» **EXERCISE INPUT**:
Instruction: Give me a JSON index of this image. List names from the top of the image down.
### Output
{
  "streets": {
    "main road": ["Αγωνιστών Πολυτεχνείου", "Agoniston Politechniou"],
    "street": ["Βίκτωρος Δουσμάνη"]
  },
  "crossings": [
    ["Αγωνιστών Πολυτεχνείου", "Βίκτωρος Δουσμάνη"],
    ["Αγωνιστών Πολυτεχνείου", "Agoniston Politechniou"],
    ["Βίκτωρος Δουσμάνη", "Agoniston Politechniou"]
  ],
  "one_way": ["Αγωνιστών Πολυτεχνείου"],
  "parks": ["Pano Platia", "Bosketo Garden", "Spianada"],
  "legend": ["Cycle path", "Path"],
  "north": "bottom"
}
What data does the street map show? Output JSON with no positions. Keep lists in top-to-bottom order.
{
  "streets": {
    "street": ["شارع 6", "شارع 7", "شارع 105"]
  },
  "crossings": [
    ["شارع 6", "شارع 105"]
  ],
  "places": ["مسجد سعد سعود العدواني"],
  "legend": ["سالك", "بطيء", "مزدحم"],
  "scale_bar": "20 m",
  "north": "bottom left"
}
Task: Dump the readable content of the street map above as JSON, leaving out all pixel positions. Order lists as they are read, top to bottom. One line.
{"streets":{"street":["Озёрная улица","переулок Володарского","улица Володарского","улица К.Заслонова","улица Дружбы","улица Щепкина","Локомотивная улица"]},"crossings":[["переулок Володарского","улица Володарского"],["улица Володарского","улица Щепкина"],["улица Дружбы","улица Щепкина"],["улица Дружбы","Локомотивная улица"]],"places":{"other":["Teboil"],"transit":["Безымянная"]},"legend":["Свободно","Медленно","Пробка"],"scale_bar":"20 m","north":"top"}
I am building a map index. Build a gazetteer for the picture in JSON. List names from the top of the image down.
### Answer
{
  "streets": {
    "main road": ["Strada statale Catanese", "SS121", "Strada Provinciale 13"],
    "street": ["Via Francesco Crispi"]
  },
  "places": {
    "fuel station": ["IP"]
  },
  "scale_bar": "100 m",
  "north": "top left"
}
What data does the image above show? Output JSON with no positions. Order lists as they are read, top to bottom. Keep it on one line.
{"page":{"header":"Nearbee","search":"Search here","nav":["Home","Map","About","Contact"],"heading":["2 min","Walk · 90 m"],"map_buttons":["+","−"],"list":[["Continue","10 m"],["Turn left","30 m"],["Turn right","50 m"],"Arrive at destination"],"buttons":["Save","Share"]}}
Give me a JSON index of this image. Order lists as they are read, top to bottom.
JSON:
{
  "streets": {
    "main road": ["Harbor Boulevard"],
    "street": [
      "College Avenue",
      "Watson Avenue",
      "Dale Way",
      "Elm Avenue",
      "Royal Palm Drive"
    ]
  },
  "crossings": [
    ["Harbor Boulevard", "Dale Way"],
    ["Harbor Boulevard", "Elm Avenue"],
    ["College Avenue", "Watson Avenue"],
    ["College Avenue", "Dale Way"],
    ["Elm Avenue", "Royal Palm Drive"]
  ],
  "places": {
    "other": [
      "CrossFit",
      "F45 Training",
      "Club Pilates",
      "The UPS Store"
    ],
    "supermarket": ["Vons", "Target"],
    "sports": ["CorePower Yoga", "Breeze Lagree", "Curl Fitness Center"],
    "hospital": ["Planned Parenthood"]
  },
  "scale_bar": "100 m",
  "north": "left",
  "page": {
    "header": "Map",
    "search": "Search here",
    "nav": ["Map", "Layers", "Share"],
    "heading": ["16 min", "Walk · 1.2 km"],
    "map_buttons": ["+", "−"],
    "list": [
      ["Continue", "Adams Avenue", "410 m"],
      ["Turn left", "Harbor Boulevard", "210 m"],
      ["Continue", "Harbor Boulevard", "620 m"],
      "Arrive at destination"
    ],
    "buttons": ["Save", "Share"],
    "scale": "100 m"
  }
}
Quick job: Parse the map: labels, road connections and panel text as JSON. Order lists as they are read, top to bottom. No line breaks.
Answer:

» **PROBLEM STATEMENT**: Exact retyping of all the entries is required.

» **RESPONSE FOR THIS EXERCISE**:
Instruction: Give me a JSON index of this image. List names from the top of the image down.
### Output
{
  "streets": {
    "main road": ["Αγωνιστών Πολυτεχνείου", "Agoniston Politechniou"],
    "street": ["Βίκτωρος Δουσμάνη"]
  },
  "crossings": [
    ["Αγωνιστών Πολυτεχνείου", "Βίκτωρος Δουσμάνη"],
    ["Αγωνιστών Πολυτεχνείου", "Agoniston Politechniou"],
    ["Βίκτωρος Δουσμάνη", "Agoniston Politechniou"]
  ],
  "one_way": ["Αγωνιστών Πολυτεχνείου"],
  "parks": ["Pano Platia", "Bosketo Garden", "Spianada"],
  "legend": ["Cycle path", "Path"],
  "north": "bottom"
}
What data does the street map show? Output JSON with no positions. Keep lists in top-to-bottom order.
{
  "streets": {
    "street": ["شارع 6", "شارع 7", "شارع 105"]
  },
  "crossings": [
    ["شارع 6", "شارع 105"]
  ],
  "places": ["مسجد سعد سعود العدواني"],
  "legend": ["سالك", "بطيء", "مزدحم"],
  "scale_bar": "20 m",
  "north": "bottom left"
}
Task: Dump the readable content of the street map above as JSON, leaving out all pixel positions. Order lists as they are read, top to bottom. One line.
{"streets":{"street":["Озёрная улица","переулок Володарского","улица Володарского","улица К.Заслонова","улица Дружбы","улица Щепкина","Локомотивная улица"]},"crossings":[["переулок Володарского","улица Володарского"],["улица Володарского","улица Щепкина"],["улица Дружбы","улица Щепкина"],["улица Дружбы","Локомотивная улица"]],"places":{"other":["Teboil"],"transit":["Безымянная"]},"legend":["Свободно","Медленно","Пробка"],"scale_bar":"20 m","north":"top"}
I am building a map index. Build a gazetteer for the picture in JSON. List names from the top of the image down.
### Answer
{
  "streets": {
    "main road": ["Strada statale Catanese", "SS121", "Strada Provinciale 13"],
    "street": ["Via Francesco Crispi"]
  },
  "places": {
    "fuel station": ["IP"]
  },
  "scale_bar": "100 m",
  "north": "top left"
}
What data does the image above show? Output JSON with no positions. Order lists as they are read, top to bottom. Keep it on one line.
{"page":{"header":"Nearbee","search":"Search here","nav":["Home","Map","About","Contact"],"heading":["2 min","Walk · 90 m"],"map_buttons":["+","−"],"list":[["Continue","10 m"],["Turn left","30 m"],["Turn right","50 m"],"Arrive at destination"],"buttons":["Save","Share"]}}
Give me a JSON index of this image. Order lists as they are read, top to bottom.
JSON:
{
  "streets": {
    "main road": ["Harbor Boulevard"],
    "street": [
      "College Avenue",
      "Watson Avenue",
      "Dale Way",
      "Elm Avenue",
      "Royal Palm Drive"
    ]
  },
  "crossings": [
    ["Harbor Boulevard", "Dale Way"],
    ["Harbor Boulevard", "Elm Avenue"],
    ["College Avenue", "Watson Avenue"],
    ["College Avenue", "Dale Way"],
    ["Elm Avenue", "Royal Palm Drive"]
  ],
  "places": {
    "other": [
      "CrossFit",
      "F45 Training",
      "Club Pilates",
      "The UPS Store"
    ],
    "supermarket": ["Vons", "Target"],
    "sports": ["CorePower Yoga", "Breeze Lagree", "Curl Fitness Center"],
    "hospital": ["Planned Parenthood"]
  },
  "scale_bar": "100 m",
  "north": "left",
  "page": {
    "header": "Map",
    "search": "Search here",
    "nav": ["Map", "Layers", "Share"],
    "heading": ["16 min", "Walk · 1.2 km"],
    "map_buttons": ["+", "−"],
    "list": [
      ["Continue", "Adams Avenue", "410 m"],
      ["Turn left", "Harbor Boulevard", "210 m"],
      ["Continue", "Harbor Boulevard", "620 m"],
      "Arrive at destination"
    ],
    "buttons": ["Save", "Share"],
    "scale": "100 m"
  }
}
Quick job: Parse the map: labels, road connections and panel text as JSON. Order lists as they are read, top to bottom. No line breaks.
Answer:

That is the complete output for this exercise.